There are advantages and disadvantages to having a one-dimensional model.
The main idea behind making the model one dimensional is to place the emphasis on how parameters such as binding and unbinding rates, synergy between TFs, and rate of mRNA production affect the rise and fall of different TF populations, and the intervals during which the signal is on and off. A potential disadvantage is that a two-dimensional model could be more realistic in a way that makes a difference.
The goal of a two-dimensional model would be that one could simulate the diffusion of TFs throughout the space. Synergy and binding could then be based on distance of TFs from the binding site. A potential problem with this type of modeling is that the time scale of the nano-movements is incredibly smaller than time scale of degradation of TFs and mRNAs. For example, TFs could wind up largely degrading before ever binding to a target.

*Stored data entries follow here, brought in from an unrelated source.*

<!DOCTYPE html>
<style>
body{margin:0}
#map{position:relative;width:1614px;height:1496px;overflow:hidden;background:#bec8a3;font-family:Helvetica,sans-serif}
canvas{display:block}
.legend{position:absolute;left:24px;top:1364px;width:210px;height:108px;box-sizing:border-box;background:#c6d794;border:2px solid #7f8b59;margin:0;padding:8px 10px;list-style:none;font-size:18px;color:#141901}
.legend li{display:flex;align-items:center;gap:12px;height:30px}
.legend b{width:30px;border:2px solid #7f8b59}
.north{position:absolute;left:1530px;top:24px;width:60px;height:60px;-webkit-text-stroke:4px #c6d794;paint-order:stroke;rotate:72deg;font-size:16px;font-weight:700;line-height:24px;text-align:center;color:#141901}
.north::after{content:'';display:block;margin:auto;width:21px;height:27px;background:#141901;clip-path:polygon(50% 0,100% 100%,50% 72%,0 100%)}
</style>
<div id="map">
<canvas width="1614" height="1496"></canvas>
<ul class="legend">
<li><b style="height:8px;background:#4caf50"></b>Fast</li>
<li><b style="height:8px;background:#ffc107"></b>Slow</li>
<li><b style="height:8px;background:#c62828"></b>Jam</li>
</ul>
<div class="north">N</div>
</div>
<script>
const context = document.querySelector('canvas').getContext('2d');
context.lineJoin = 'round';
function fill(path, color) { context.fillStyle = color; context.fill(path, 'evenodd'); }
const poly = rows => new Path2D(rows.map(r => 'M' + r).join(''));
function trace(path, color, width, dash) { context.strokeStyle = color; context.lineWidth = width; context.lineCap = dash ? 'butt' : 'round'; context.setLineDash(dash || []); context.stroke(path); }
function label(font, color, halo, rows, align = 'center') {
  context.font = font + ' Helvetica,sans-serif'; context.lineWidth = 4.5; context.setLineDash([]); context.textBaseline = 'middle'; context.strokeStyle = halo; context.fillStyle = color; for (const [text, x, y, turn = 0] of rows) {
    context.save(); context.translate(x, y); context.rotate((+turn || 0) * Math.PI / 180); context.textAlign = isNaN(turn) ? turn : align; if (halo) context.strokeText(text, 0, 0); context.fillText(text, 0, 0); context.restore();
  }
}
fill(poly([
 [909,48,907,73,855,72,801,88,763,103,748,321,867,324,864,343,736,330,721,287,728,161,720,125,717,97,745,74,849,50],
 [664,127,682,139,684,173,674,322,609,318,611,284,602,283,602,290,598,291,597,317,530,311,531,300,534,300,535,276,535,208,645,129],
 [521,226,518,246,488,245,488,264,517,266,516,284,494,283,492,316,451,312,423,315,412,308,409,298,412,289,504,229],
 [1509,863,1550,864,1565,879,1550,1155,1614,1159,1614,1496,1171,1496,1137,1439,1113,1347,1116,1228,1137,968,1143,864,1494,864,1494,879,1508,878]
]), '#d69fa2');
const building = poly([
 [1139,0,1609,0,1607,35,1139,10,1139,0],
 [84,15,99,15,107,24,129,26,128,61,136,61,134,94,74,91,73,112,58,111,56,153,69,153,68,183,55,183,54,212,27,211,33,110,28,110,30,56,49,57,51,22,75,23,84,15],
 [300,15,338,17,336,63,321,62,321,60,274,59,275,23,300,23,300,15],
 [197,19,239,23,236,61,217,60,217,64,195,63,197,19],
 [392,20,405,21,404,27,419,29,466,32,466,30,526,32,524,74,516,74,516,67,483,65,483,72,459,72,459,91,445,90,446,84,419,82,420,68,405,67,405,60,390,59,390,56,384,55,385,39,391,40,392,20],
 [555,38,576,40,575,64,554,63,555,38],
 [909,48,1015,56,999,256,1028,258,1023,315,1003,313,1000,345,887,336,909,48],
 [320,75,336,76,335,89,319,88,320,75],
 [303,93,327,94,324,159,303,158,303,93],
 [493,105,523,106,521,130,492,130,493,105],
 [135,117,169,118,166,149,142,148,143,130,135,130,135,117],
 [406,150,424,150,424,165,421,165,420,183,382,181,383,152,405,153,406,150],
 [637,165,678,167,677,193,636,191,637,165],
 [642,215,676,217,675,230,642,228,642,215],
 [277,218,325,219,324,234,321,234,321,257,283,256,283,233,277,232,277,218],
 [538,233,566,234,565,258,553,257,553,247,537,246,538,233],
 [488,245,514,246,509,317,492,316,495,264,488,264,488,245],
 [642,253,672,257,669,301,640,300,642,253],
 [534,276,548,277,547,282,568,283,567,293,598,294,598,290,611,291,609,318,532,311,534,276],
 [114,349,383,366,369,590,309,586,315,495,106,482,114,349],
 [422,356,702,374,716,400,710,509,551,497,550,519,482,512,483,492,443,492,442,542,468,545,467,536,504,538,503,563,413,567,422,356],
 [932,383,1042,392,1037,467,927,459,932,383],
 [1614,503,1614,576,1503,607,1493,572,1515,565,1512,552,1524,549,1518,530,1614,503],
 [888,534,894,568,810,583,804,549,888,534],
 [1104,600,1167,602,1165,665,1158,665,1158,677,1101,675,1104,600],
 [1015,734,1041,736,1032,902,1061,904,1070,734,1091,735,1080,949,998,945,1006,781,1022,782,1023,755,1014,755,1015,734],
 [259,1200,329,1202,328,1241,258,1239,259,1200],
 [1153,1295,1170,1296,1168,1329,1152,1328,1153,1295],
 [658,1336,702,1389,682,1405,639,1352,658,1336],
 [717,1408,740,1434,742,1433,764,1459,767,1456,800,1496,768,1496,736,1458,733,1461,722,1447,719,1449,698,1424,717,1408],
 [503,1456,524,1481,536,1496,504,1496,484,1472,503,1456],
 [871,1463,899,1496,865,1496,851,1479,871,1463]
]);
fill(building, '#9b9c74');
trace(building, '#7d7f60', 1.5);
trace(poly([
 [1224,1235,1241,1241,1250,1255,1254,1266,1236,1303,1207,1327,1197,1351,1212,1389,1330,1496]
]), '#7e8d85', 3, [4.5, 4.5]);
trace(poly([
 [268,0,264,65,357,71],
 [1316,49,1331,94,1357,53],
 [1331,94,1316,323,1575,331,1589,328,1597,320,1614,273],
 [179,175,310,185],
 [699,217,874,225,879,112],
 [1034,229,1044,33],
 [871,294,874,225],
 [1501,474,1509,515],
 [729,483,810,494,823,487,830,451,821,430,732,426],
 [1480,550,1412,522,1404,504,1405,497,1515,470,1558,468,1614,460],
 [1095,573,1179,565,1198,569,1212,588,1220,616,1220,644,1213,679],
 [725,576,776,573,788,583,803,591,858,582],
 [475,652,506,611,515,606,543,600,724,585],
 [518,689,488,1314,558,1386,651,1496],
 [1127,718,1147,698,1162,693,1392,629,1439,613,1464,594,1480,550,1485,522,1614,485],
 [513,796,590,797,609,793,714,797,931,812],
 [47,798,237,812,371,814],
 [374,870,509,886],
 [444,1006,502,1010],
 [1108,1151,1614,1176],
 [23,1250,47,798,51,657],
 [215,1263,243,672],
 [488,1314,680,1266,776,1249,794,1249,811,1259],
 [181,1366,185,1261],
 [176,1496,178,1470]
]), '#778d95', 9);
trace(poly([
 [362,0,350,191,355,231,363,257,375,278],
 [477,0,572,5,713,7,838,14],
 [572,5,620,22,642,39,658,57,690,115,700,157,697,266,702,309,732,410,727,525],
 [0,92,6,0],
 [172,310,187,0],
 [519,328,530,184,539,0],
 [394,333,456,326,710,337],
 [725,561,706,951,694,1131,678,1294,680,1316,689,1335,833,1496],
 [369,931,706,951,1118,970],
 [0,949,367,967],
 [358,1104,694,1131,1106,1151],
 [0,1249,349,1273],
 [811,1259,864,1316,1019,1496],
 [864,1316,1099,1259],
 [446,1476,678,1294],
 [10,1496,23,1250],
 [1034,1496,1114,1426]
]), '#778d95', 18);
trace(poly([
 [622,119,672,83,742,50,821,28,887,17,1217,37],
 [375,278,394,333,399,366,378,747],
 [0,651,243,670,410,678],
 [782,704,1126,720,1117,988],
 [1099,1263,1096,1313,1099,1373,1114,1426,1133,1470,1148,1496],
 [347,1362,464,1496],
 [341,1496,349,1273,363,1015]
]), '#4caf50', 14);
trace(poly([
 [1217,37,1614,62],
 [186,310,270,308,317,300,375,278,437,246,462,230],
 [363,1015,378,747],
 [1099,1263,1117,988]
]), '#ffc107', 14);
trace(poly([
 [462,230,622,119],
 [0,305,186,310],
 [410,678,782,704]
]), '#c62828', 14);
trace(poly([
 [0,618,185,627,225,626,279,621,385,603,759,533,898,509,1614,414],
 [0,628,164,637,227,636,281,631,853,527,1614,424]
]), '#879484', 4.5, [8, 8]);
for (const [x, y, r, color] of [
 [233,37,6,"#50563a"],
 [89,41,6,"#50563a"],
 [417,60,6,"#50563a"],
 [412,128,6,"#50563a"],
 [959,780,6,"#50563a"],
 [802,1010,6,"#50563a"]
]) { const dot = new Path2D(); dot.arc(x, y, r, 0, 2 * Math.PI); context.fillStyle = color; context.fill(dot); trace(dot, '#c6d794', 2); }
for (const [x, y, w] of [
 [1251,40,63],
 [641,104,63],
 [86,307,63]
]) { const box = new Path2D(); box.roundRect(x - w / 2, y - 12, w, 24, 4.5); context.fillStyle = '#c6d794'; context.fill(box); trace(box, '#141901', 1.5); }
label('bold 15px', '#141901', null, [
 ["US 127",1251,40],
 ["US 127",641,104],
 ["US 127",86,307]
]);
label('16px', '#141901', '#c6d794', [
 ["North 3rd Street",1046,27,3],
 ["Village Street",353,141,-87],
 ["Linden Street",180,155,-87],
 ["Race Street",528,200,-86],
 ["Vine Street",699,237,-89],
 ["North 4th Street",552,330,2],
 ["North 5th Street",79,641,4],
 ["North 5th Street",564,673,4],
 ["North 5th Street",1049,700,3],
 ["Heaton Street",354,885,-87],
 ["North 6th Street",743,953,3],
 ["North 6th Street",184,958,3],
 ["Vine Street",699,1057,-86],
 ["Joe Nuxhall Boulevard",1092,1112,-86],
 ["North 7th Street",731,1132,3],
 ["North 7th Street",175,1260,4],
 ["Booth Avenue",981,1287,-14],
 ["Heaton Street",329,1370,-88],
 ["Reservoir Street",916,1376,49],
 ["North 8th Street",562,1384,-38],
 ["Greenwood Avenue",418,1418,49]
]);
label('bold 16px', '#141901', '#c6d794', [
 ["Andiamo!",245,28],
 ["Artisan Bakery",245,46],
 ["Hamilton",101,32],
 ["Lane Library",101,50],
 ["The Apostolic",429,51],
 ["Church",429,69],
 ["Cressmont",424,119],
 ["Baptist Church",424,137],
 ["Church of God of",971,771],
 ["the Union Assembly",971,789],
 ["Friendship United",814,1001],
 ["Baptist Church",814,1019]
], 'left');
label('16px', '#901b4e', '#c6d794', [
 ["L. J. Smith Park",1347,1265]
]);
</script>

An unusual feature of this model is that there is only one dimension of patches. The two-dimensional layout of each patch is computed using the patch's coordinate range , as well as information about the size of each breed of turtle. The x coordinates of
patch i 0 range from
i - 0.5 to
i + 0.5 and y coordinates range from -0.5 to 0.5. The circularity of the topology is maintained through the use of the mod function. Since there are three patches, the patch to the right of
patch i 0 is
patch ((i + 1) mod 3) 0. For example, the right-most patch is
patch 2 0. The patch to its right is
patch (3 mod 3) 0, which is
patch 0 0, the left-most patch.
To control the placement of labels, this model makes use extra turtles called banners. ( See the Label Position Example model) NetLogo right justifies the position of a label in the lower right corner of the turtle’s bounding box. A banner is a turtle of size zero that carries the desired label. The x and y coordinates of the banner must be appropriately calculated relative to the size and position of the turtle that is actually being labeled.
Elowitz, M. B., & Leibler, S. (2000). A synthetic oscillatory network of transcriptional regulators. Nature, 403(6767), 335–338. 10.1038/35002125.